// 100 Jahre Bundesverfassung – das Immunsystem gegen Gefährdungen der Demokratie stärken! //
Am 1. Oktober 2020 feierte das österreichische Bundes-Verfassungsgesetz sein 100-jähriges Jubiläum. Bereits die ersten 25 Jahre der Bundesverfassung waren sehr bewegt. Im Jahr 1929 änderte man die Verfassung entscheidend, Wahl und Stellung des Bundespräsidenten sowie Organisation und Zusammensetzung des Verfassungsgerichtshofes sind zwei Beispiele. Diese Novelle stabilisierte jedoch die politische Lage nicht. 1933 kam es zur Ausschaltung des Parlaments und des Verfassungsgerichtshofes; der weitere Weg in die Katastrophe des Nationalsozialismus ist allgemein bekannt. 1945 war das Jahr der Wiedereinrichtung des demokratischen Rechtsstaats, mit der Verfassung von 1920 (in der Fassung von 1929) wurde neu begonnen.

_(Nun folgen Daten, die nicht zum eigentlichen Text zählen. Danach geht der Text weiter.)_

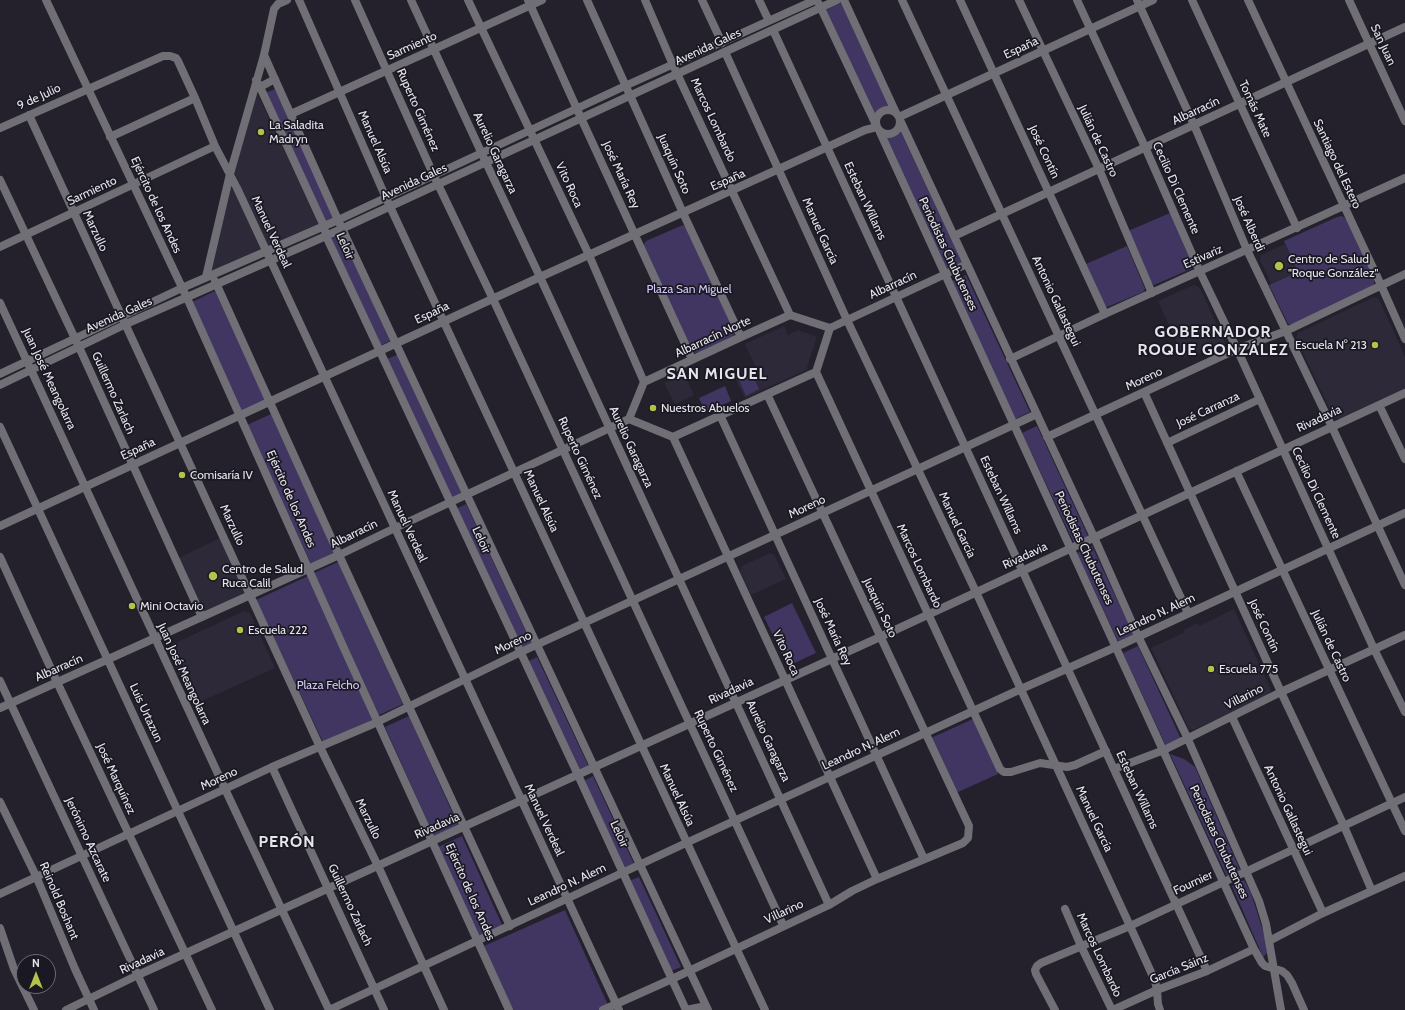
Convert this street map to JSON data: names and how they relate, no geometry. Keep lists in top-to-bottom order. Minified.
{"streets":{"street":["San Juan","Sarmiento","Avenida Gales","España","9 de Julio","Tomás Mate","Ruperto Giménez","Albarracín","Marcos Lombardo","Julián de Castro","Manuel Alsúa","José Contín","Aurelio Garagarza","Juaquín Soto","Santiago del Estero","José María Rey","Vito Roca","Cecilio Di Clemente","Esteban Willams","Ejército de los Andes","José Alberdi","Marzullo","Manuel García","Manuel Verdeal","Leloir","Periodistas Chubutenses","Estivariz","Antonio Gallastegui","Albarracín Norte","Juan José Meangolarra","Moreno","Guillermo Zarlach","José Carranza","Rivadavia","Leandro N. Alem","Villarino","Luis Urtazun","José Marquínez","Jerónimo Azcarate","Fournier","Reinold Boshant","García Sáinz"]},"crossings":[["San Juan","Albarracín"],["Sarmiento","Ruperto Giménez"],["Sarmiento","Manuel Alsúa"],["Sarmiento","Aurelio Garagarza"],["Sarmiento","José María Rey"],["Sarmiento","Vito Roca"],["Sarmiento","Ejército de los Andes"],["Sarmiento","Marzullo"],["Sarmiento","Manuel Verdeal"],["Sarmiento","Leloir"],["Sarmiento","Guillermo Zarlach"],["Avenida Gales","Ruperto Giménez"],["Avenida Gales","Marcos Lombardo"],["Avenida Gales","Manuel Alsúa"],["Avenida Gales","Aurelio Garagarza"],["Avenida Gales","Juaquín Soto"],["Avenida Gales","José María Rey"],["Avenida Gales","Vito Roca"],["Avenida Gales","Esteban Willams"],["Avenida Gales","Ejército de los Andes"],["Avenida Gales","Marzullo"],["Avenida Gales","Manuel García"],["Avenida Gales","Manuel Verdeal"],["Avenida Gales","Leloir"],["Avenida Gales","Periodistas Chubutenses"],["Avenida Gales","Juan José Meangolarra"],["Avenida Gales","Guillermo Zarlach"],["España","Ruperto Giménez"],["España","Marcos Lombardo"],["España","Julián de Castro"],["España","Manuel Alsúa"],["España","José Contín"],["España","Aurelio Garagarza"],["España","Juaquín Soto"],["España","José María Rey"],["España","Vito Roca"],["España","Cecilio Di Clemente"],["España","Esteban Willams"],["España","Ejército de los Andes"],["España","José Alberdi"],["España","Marzullo"],["España","Manuel García"],["España","Manuel Verdeal"],["España","Leloir"],["España","Periodistas Chubutenses"],["España","Antonio Gallastegui"],["España","Juan José Meangolarra"],["España","Guillermo Zarlach"],["España","Luis Urtazun"],["9 de Julio","Ejército de los Andes"],["9 de Julio","Marzullo"],["9 de Julio","Manuel Verdeal"],["Tomás Mate","Albarracín"],["Tomás Mate","Estivariz"],["Ruperto Giménez","Albarracín"],["Ruperto Giménez","Moreno"],["Ruperto Giménez","Rivadavia"],["Ruperto Giménez","Leandro N. Alem"],["Ruperto Giménez","Villarino"],["Albarracín","Julián de Castro"],["Albarracín","Manuel Alsúa"],["Albarracín","José Contín"],["Albarracín","Aurelio Garagarza"],["Albarracín","Santiago del Estero"],["Albarracín","Cecilio Di Clemente"],["Albarracín","Esteban Willams"],["Albarracín","Ejército de los Andes"],["Albarracín","José Alberdi"],["Albarracín","Marzullo"],["Albarracín","Manuel García"],["Albarracín","Manuel Verdeal"],["Albarracín","Leloir"],["Albarracín","Periodistas Chubutenses"],["Albarracín","Antonio Gallastegui"],["Albarracín","Juan José Meangolarra"],["Albarracín","Guillermo Zarlach"],["Albarracín","Luis Urtazun"],["Albarracín","José Marquínez"],["Albarracín","Jerónimo Azcarate"],["Marcos Lombardo","Manuel García"],["Marcos Lombardo","Albarracín Norte"],["Marcos Lombardo","Moreno"],["Marcos Lombardo","Rivadavia"],["Marcos Lombardo","Leandro N. Alem"],["Marcos Lombardo","Fournier"],["Marcos Lombardo","García Sáinz"],["Julián de Castro","Estivariz"],["Julián de Castro","Rivadavia"],["Julián de Castro","Leandro N. Alem"],["Julián de Castro","Villarino"],["Julián de Castro","Fournier"],["Manuel Alsúa","Moreno"],["Manuel Alsúa","Rivadavia"],["Manuel Alsúa","Leandro N. Alem"],["Manuel Alsúa","Villarino"],["José Contín","Estivariz"],["José Contín","Moreno"],["José Contín","José Carranza"],["José Contín","Rivadavia"],["José Contín","Leandro N. Alem"],["José Contín","Villarino"],["José Contín","Fournier"],["Aurelio Garagarza","Moreno"],["Aurelio Garagarza","Rivadavia"],["Aurelio Garagarza","Leandro N. Alem"],["Aurelio Garagarza","Villarino"],["Juaquín Soto","Albarracín Norte"],["Juaquín Soto","Moreno"],["Juaquín Soto","Rivadavia"],["Juaquín Soto","Leandro N. Alem"],["Juaquín Soto","Villarino"],["Santiago del Estero","Estivariz"],["Santiago del Estero","Moreno"],["José María Rey","Albarracín Norte"],["José María Rey","Moreno"],["José María Rey","Rivadavia"],["José María Rey","Leandro N. Alem"],["José María Rey","Villarino"],["Vito Roca","Albarracín Norte"],["Vito Roca","Moreno"],["Vito Roca","Rivadavia"],["Vito Roca","Leandro N. Alem"],["Vito Roca","Villarino"],["Cecilio Di Clemente","Estivariz"],["Cecilio Di Clemente","Moreno"],["Cecilio Di Clemente","José Carranza"],["Cecilio Di Clemente","Rivadavia"],["Cecilio Di Clemente","Leandro N. Alem"],["Cecilio Di Clemente","Villarino"],["Esteban Willams","Moreno"],["Esteban Willams","Rivadavia"],["Esteban Willams","Leandro N. Alem"],["Esteban Willams","Villarino"],["Esteban Willams","Fournier"],["Esteban Willams","García Sáinz"],["Ejército de los Andes","Moreno"],["Ejército de los Andes","Rivadavia"],["Ejército de los Andes","Leandro N. Alem"],["José Alberdi","Estivariz"],["José Alberdi","Moreno"],["José Alberdi","Rivadavia"],["José Alberdi","Leandro N. Alem"],["Marzullo","Moreno"],["Marzullo","Rivadavia"],["Marzullo","Leandro N. Alem"],["Manuel García","Moreno"],["Manuel García","Rivadavia"],["Manuel García","Leandro N. Alem"],["Manuel García","Fournier"],["Manuel García","García Sáinz"],["Manuel Verdeal","Moreno"],["Manuel Verdeal","Rivadavia"],["Manuel Verdeal","Leandro N. Alem"],["Manuel Verdeal","Villarino"],["Leloir","Moreno"],["Leloir","Rivadavia"],["Leloir","Leandro N. Alem"],["Leloir","Villarino"],["Periodistas Chubutenses","Estivariz"],["Periodistas Chubutenses","Moreno"],["Periodistas Chubutenses","Rivadavia"],["Periodistas Chubutenses","Leandro N. Alem"],["Periodistas Chubutenses","Villarino"],["Periodistas Chubutenses","Fournier"],["Periodistas Chubutenses","García Sáinz"],["Estivariz","Antonio Gallastegui"],["Antonio Gallastegui","Moreno"],["Antonio Gallastegui","Rivadavia"],["Antonio Gallastegui","Leandro N. Alem"],["Antonio Gallastegui","Villarino"],["Antonio Gallastegui","Fournier"],["Juan José Meangolarra","Moreno"],["Juan José Meangolarra","Rivadavia"],["Juan José Meangolarra","Leandro N. Alem"],["Moreno","Guillermo Zarlach"],["Moreno","Luis Urtazun"],["Moreno","José Marquínez"],["Moreno","Jerónimo Azcarate"],["Moreno","Reinold Boshant"],["Guillermo Zarlach","Rivadavia"],["Guillermo Zarlach","Leandro N. Alem"],["Rivadavia","Luis Urtazun"],["Rivadavia","José Marquínez"],["Rivadavia","Jerónimo Azcarate"],["Rivadavia","Reinold Boshant"]],"districts":["GOBERNADOR ROQUE GONZÁLEZ","SAN MIGUEL","PERÓN"],"parks":["Plaza San Miguel","Plaza Felcho"],"places":["La Saladita Madryn","Centro de Salud \"Roque González\"","Escuela N° 213","Nuestros Abuelos","Comisaría IV","Centro de Salud Ruca Calil","Mini Octavio","Escuela 222","Escuela 775"],"north":"top"}
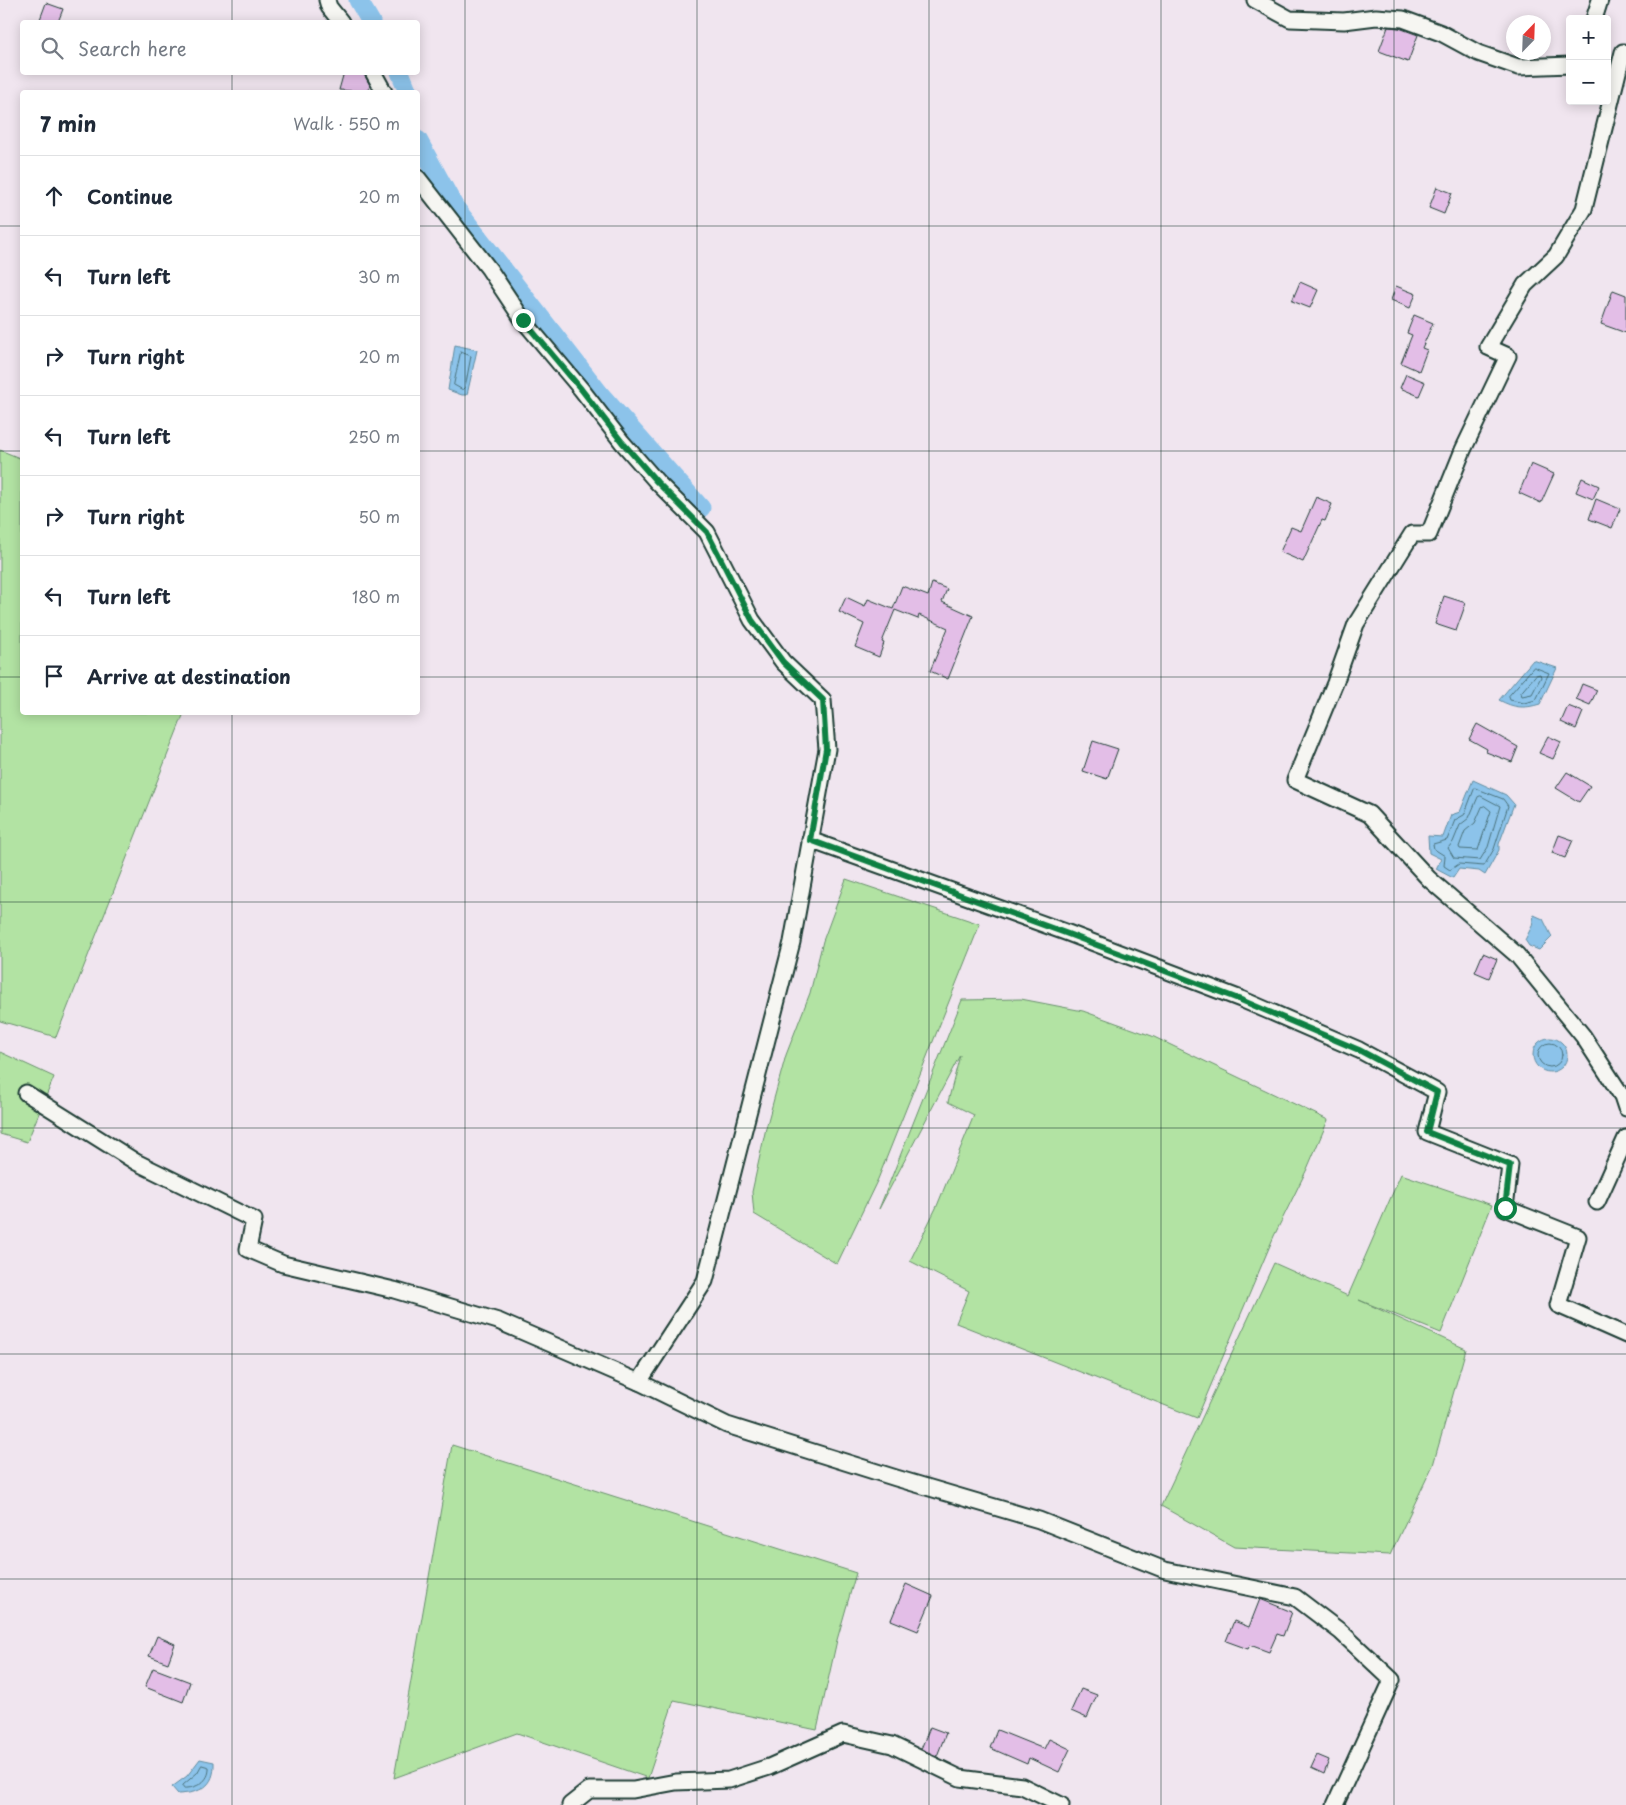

Das letzte Viertel des ersten Jahrhunderts der Bundesverfassung begann 1995 mit dem EU-Beitritt, der mit der größten Verfassungsänderung in der Geschichte verbunden ist. In den folgenden Jahren wurde die Verfassung immer wieder zum Besseren geändert und ergänzt, etwa in Bezug auf die Regelung der Frage zweisprachiger Ortstafeln in Kärnten im Volksgruppengesetz oder die Schaffung unabhängiger Gerichte für die Bekämpfung von Verwaltungsakten.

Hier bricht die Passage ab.